Your reproduction of the entries should be exact and should contain no pictures.

(Input material begins)

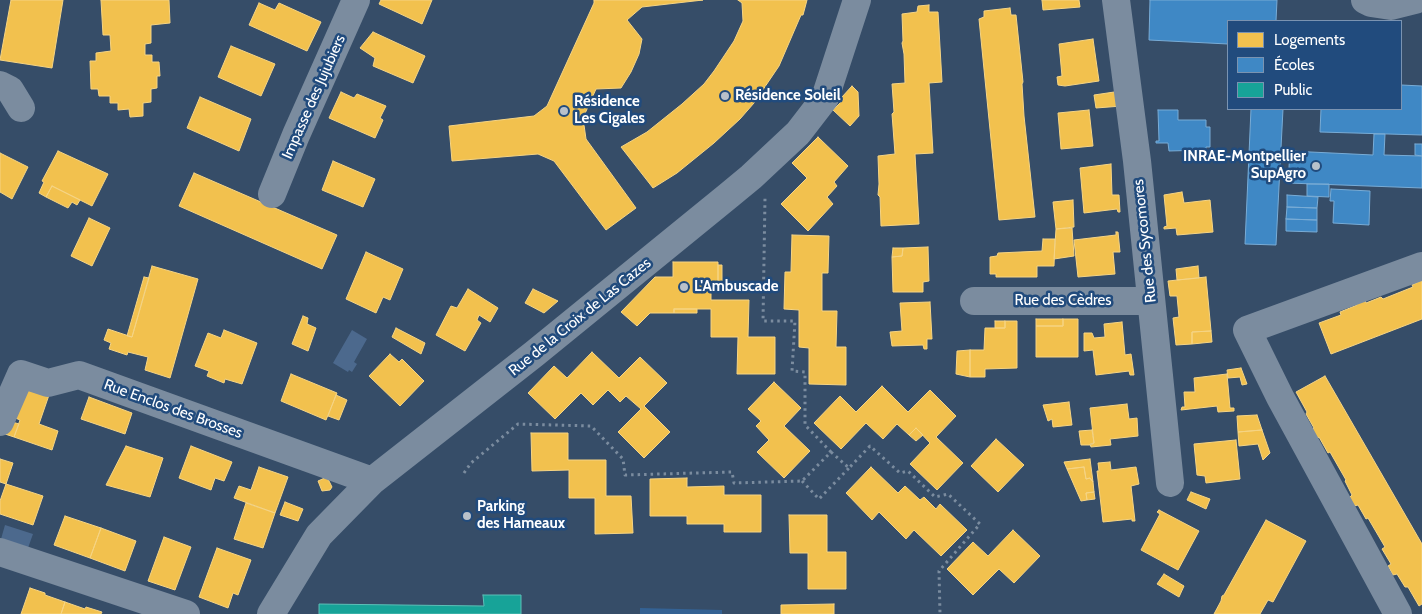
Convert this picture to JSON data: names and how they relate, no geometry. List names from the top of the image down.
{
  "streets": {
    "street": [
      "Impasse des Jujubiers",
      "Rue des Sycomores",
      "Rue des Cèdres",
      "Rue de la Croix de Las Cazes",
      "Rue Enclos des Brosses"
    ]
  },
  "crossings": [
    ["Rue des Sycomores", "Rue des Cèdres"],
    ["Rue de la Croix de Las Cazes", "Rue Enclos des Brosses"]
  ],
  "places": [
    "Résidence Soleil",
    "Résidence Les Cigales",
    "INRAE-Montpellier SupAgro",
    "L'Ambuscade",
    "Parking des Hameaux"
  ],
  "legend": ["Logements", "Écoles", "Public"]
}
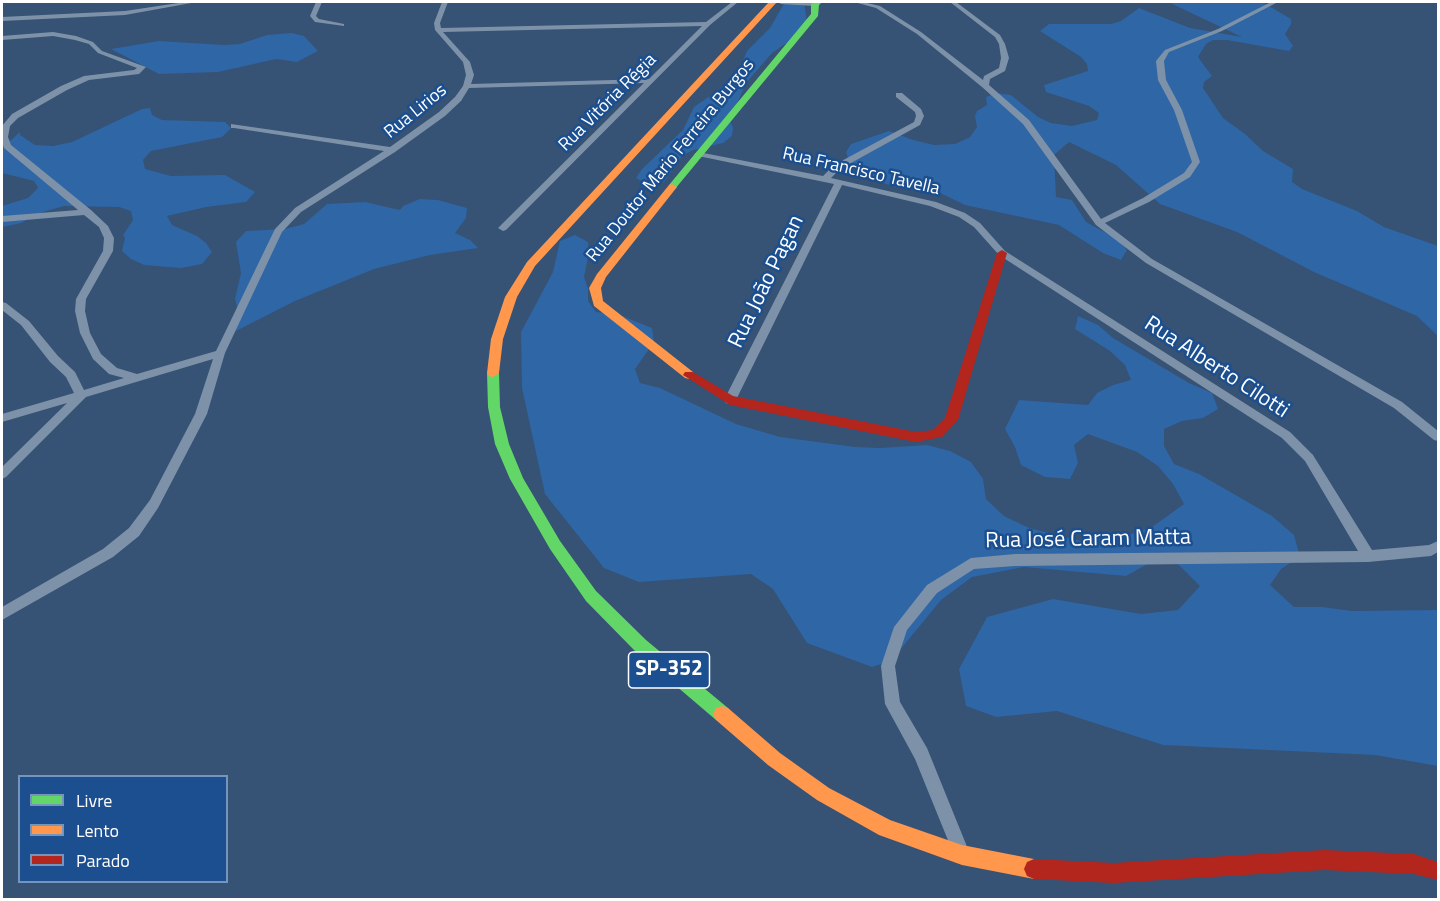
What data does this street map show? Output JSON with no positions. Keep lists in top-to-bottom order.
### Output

(Input material ends)

#### Result below
Convert this picture to JSON data: names and how they relate, no geometry. List names from the top of the image down.
{
  "streets": {
    "street": [
      "Impasse des Jujubiers",
      "Rue des Sycomores",
      "Rue des Cèdres",
      "Rue de la Croix de Las Cazes",
      "Rue Enclos des Brosses"
    ]
  },
  "crossings": [
    ["Rue des Sycomores", "Rue des Cèdres"],
    ["Rue de la Croix de Las Cazes", "Rue Enclos des Brosses"]
  ],
  "places": [
    "Résidence Soleil",
    "Résidence Les Cigales",
    "INRAE-Montpellier SupAgro",
    "L'Ambuscade",
    "Parking des Hameaux"
  ],
  "legend": ["Logements", "Écoles", "Public"]
}
What data does this street map show? Output JSON with no positions. Keep lists in top-to-bottom order.
### Output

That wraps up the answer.